In 2018, the year before it was assumed that the train would stop running, rents for a Williamsburg one-bedroom apartment averaged between $2,900 and $3,000 a month for the whole year, according to data from residential brokerage MNS Real Estate, and a studio averaged less than $2,600. In the two previous years, one-bedrooms rented for as much as $3,521 and studios for $3,068.
In Bushwick, the neighborhood immediately to the east and also served by the L line, rents for a one-bedroom hovered around $2,100 a month in 2018, before climbing as high as $2,340 in the summer, before falling again. In the months when the train project was actually underway, average one-bedroom rents rebounded to more than $2,500 in Bushwick and $3,400 in Williamsburg, before falling off again, presumably because of COVID.
“Buyers were actually excited [for the train closure], because they thought this was an entry point,’’ said Matt Cosentino, a partner at TerraCRG, a Brooklyn-based brokerage. “The summer of ’19 was a tremendous rental season. We knew there was going to be a slowdown.”

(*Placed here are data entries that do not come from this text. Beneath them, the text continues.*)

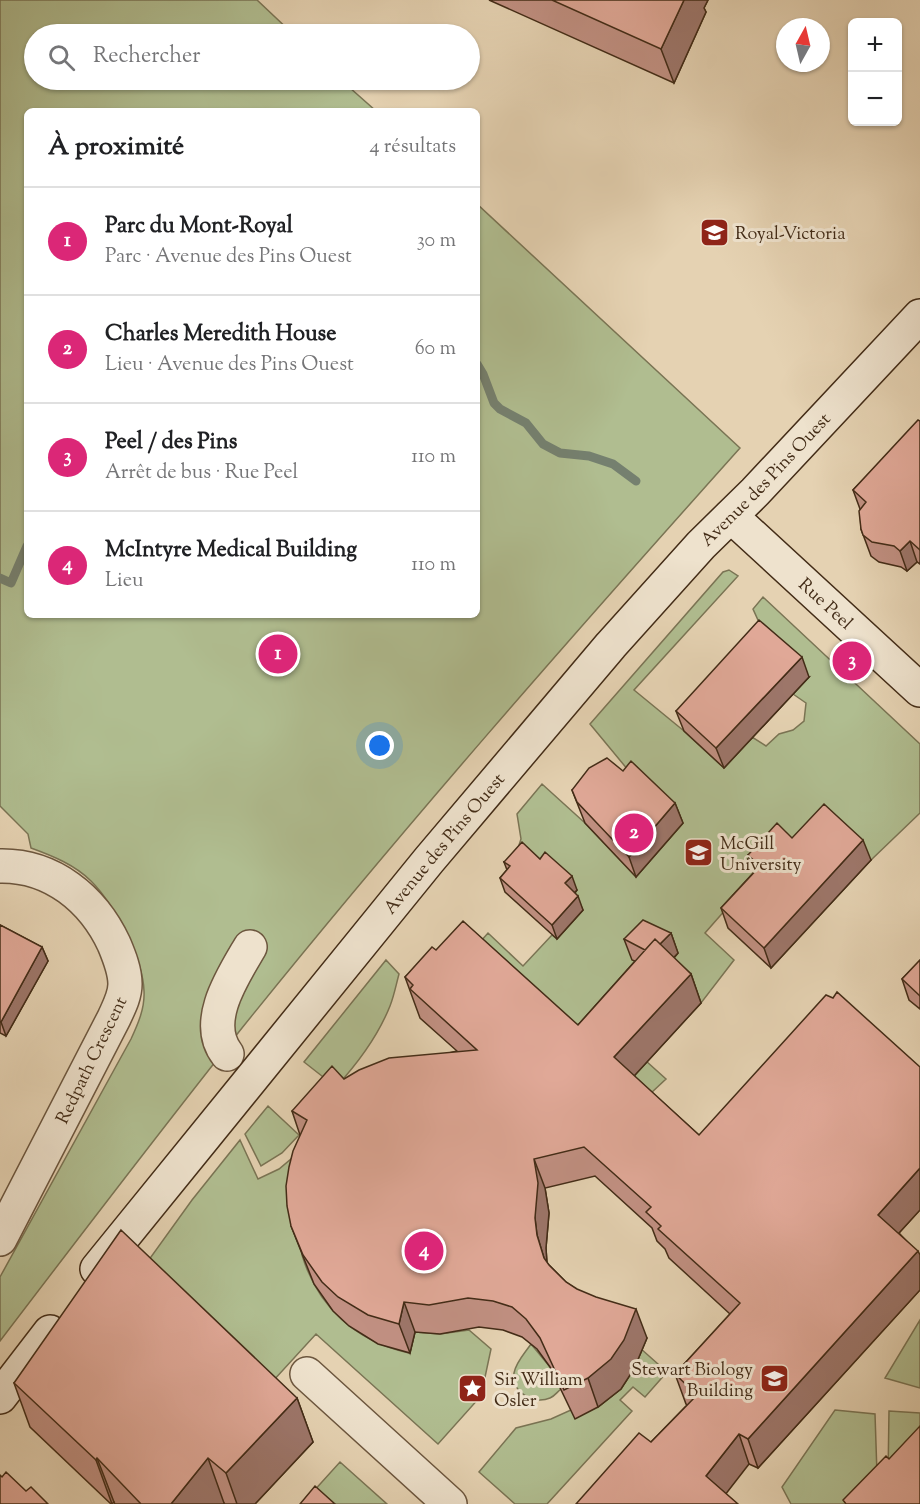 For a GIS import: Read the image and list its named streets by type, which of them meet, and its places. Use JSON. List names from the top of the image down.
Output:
{
  "streets": {
    "main road": ["Avenue des Pins Ouest", "Rue Peel", "Redpath Crescent"]
  },
  "crossings": [
    ["Avenue des Pins Ouest", "Rue Peel"]
  ],
  "places": {
    "school or university": ["Royal-Victoria", "McGill University", "Stewart Biology Building"],
    "place": ["Sir William Osler"]
  },
  "north": "top",
  "page": {
    "map_buttons": ["+", "−"],
    "search": "Rechercher",
    "heading": ["À proximité", "4 résultats"],
    "list": [
      {
        "mark": "1",
        "name": "Parc du Mont-Royal",
        "note": "Parc · Avenue des Pins Ouest",
        "value": "30 m"
      },
      {
        "mark": "2",
        "name": "Charles Meredith House",
        "note": "Lieu · Avenue des Pins Ouest",
        "value": "60 m"
      },
      {
        "mark": "3",
        "name": "Peel / des Pins",
        "note": "Arrêt de bus · Rue Peel",
        "value": "110 m"
      },
      {
        "mark": "4",
        "name": "McIntyre Medical Building",
        "note": "Lieu",
        "value": "110 m"
      }
    ],
    "pins": [
      "1",
      "3",
      "2",
      "4"
    ]
  }
} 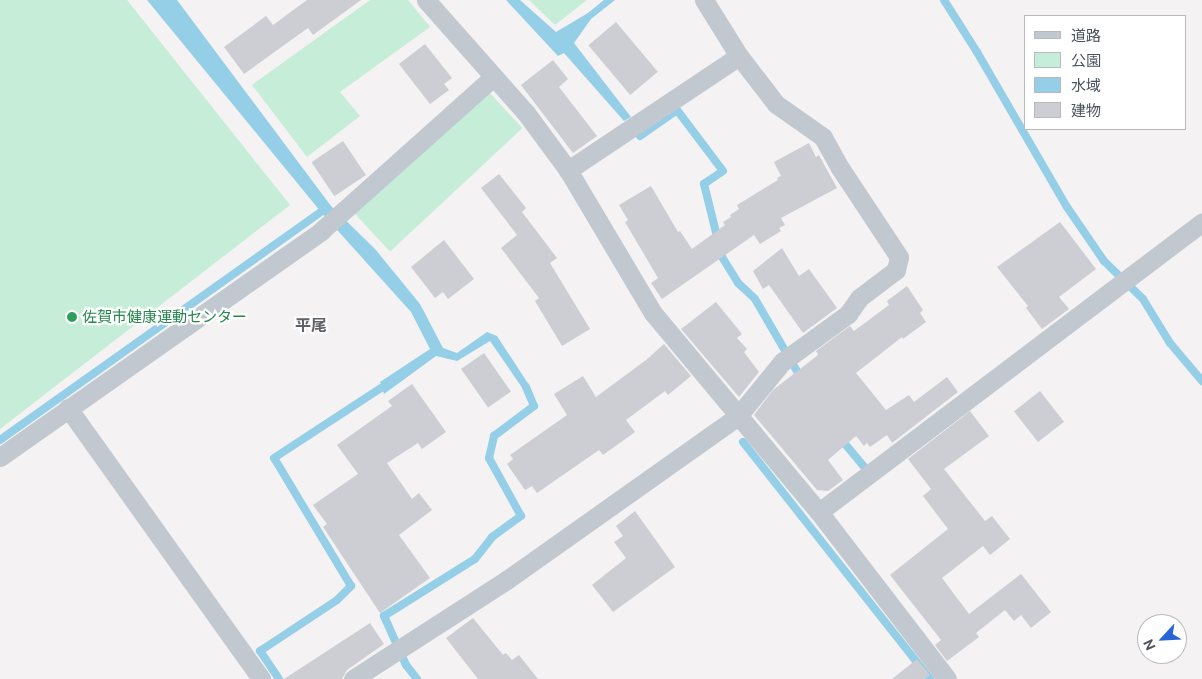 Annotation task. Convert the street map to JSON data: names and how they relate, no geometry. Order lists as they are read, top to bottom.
{
  "districts": ["平尾"],
  "places": ["佐賀市健康運動センター"],
  "legend": [
    "道路",
    "公園",
    "水域",
    "建物"
  ],
  "north": "bottom left"
} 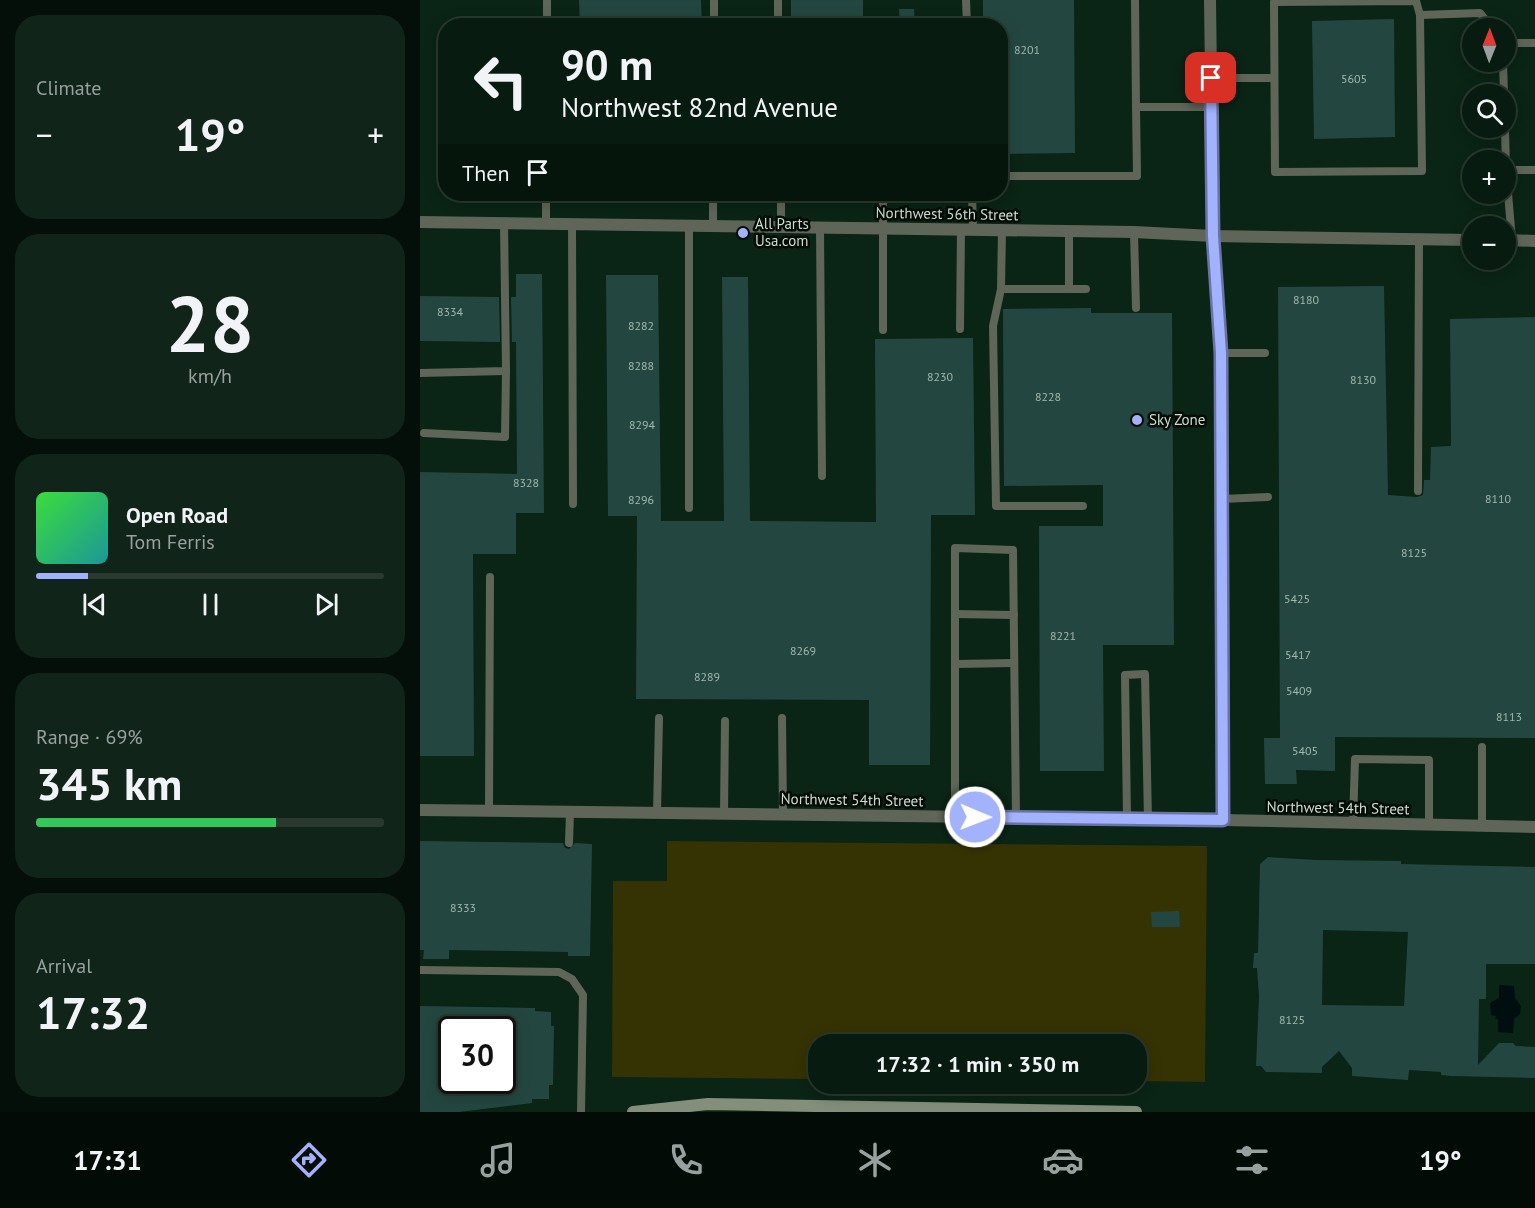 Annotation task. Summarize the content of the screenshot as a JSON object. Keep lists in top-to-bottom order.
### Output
{
  "streets": {
    "street": ["Northwest 56th Street", "Northwest 54th Street"]
  },
  "places": ["All Parts Usa.com", "Sky Zone"],
  "house_numbers": [
    "8201",
    "5605",
    "8180",
    "8334",
    "8282",
    "8288",
    "8230",
    "8130",
    "8228",
    "8294",
    "8328",
    "8110",
    "8296",
    "8125",
    "5425",
    "8221",
    "8269",
    "5417",
    "8289",
    "5409",
    "8113",
    "5405",
    "8333",
    "8125"
  ],
  "north": "top",
  "page": {
    "tile": [
      "Climate",
      ["28", "km/h"],
      ["Range · 69%", "345 km"],
      ["Arrival", "17:32"]
    ],
    "map_buttons": ["+", "−"],
    "turn": ["90 m", "Northwest 82nd Avenue"],
    "heat": ["−", "19°", "+"],
    "then": "Then",
    "song": ["Open Road", "Tom Ferris"],
    "limit": "30",
    "trip": "17:32 · 1 min · 350 m",
    "tabs": ["17:31", "19°"]
  }
}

As far as investment in multifamily was concerned, Williamsburg investors paid a whopping $732 a square foot in 2016, only to see prices fall to $551 the following year, during which the train was expected to be halted, according to TerraCRG data. Prices rose to $603 a square foot in 2018, before rebounding to $693 last year. Cosentino said the new rent law, which placed restrictions on the ability of landlords to raise rents, was also a factor in 2019, as it was statewide.

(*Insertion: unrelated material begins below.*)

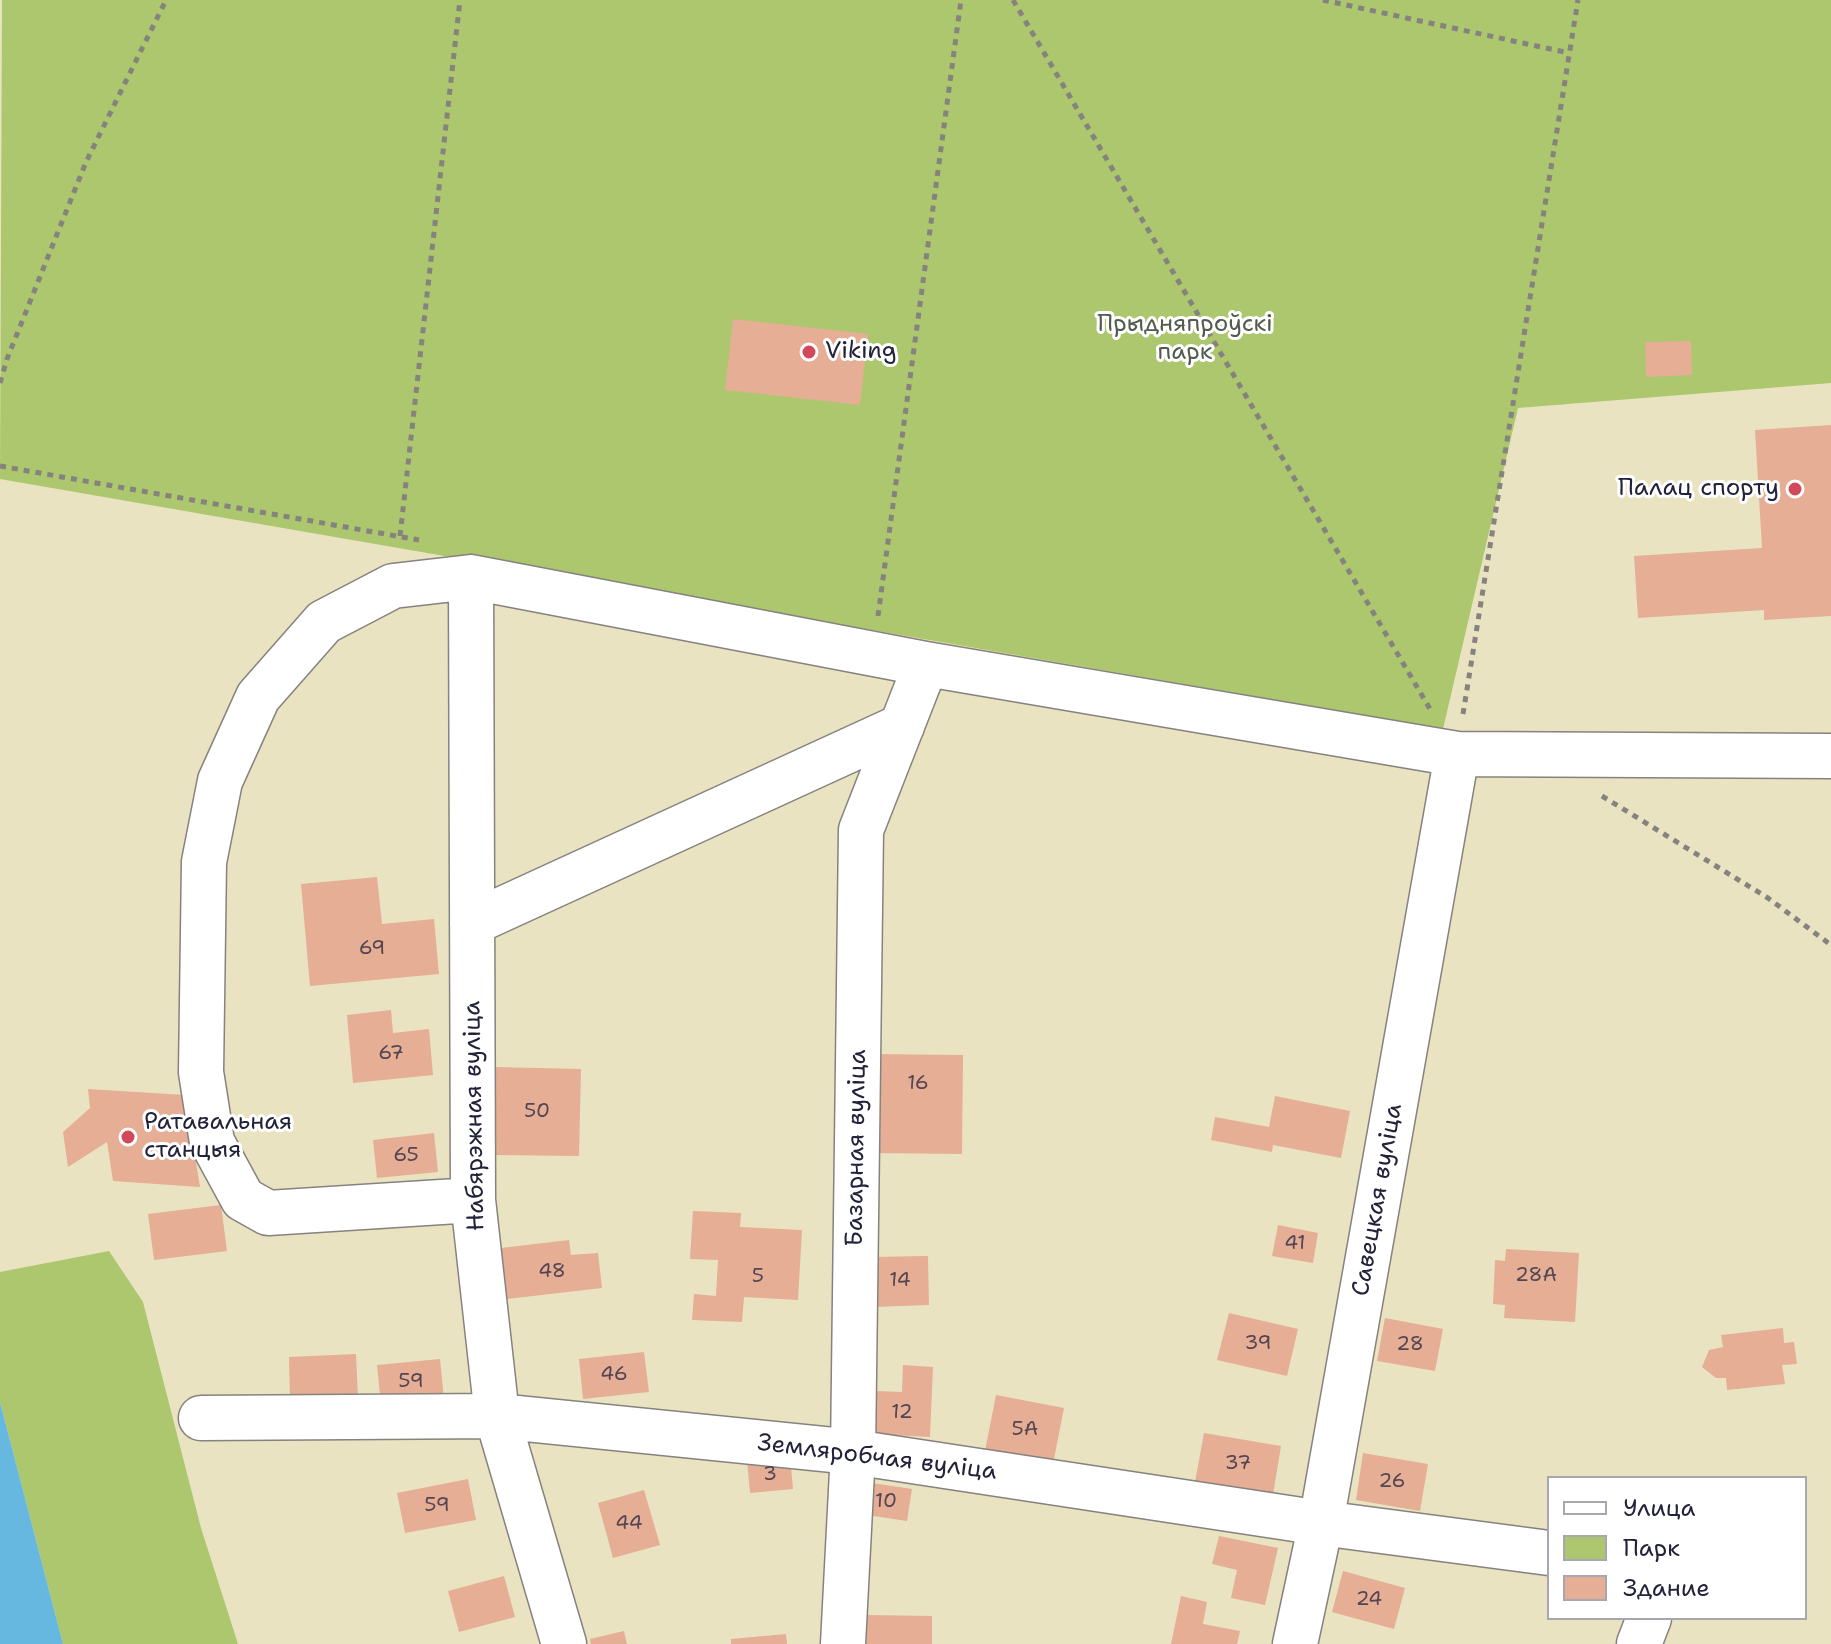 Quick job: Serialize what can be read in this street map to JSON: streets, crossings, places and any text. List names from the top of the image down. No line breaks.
{"streets":{"street":["Набярэжная вуліца","Базарная вуліца","Савецкая вуліца","Земляробчая вуліца"]},"crossings":[["Набярэжная вуліца","Земляробчая вуліца"],["Базарная вуліца","Земляробчая вуліца"],["Савецкая вуліца","Земляробчая вуліца"]],"parks":["Прыдняпроўскі парк"],"places":["Viking","Палац спорту","Ратавальная станцыя"],"house_numbers":["69","67","16","50","65","41","48","28А","5","14","39","28","46","59","12","5А","37","3","26","10","59","44","24"],"legend":["Улица","Парк","Здание"]}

But, by the time it became clear that the worst had been averted, there was another problem, Kirk said. Instead of ‘L-mageddon’ in 2019 and 2020, the novel coronavirus pandemic struck. Restrictions that the city and state imposed to keep the infection rate down included reduced subway service systemwide (ridership plunged 90 percent by April anyway). Williamsburg-area residents were able to take the small solace that they were suffering no more than people in other parts of the city.
Caima Conrad, manager of the Crossroads Trading used clothing store on North 7th, said the store shut down for three months starting March 18, due to not the subway project but the pandemic, and when it reopened in June, sales were off by half.

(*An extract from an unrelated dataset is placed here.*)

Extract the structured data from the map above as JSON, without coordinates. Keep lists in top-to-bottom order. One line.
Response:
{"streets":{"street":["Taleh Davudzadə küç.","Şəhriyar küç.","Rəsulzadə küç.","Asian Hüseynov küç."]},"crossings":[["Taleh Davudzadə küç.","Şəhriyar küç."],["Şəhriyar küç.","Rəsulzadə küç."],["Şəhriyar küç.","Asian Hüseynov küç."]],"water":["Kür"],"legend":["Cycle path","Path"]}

“It’s hard to tell” whether business is off due to cutbacks in subway service or virus-related restrictions, said a sales clerk at the Mandala Tibetan Store, which sells yoga and meditation items not far from the train station, who asked not to be identified by name.
Oasis, a Middle Eastern restaurant whose store was right by the stairs into the subway, had to move onto Bedford Avenue due to the train project, said Mohamad Farai, one of the owners. The fact that the project was not so bad didn’t help, he said, because just the fear of it drove business away, he said.
“It helped that the L kept running, but, by that time, a lot of people had moved,” he said.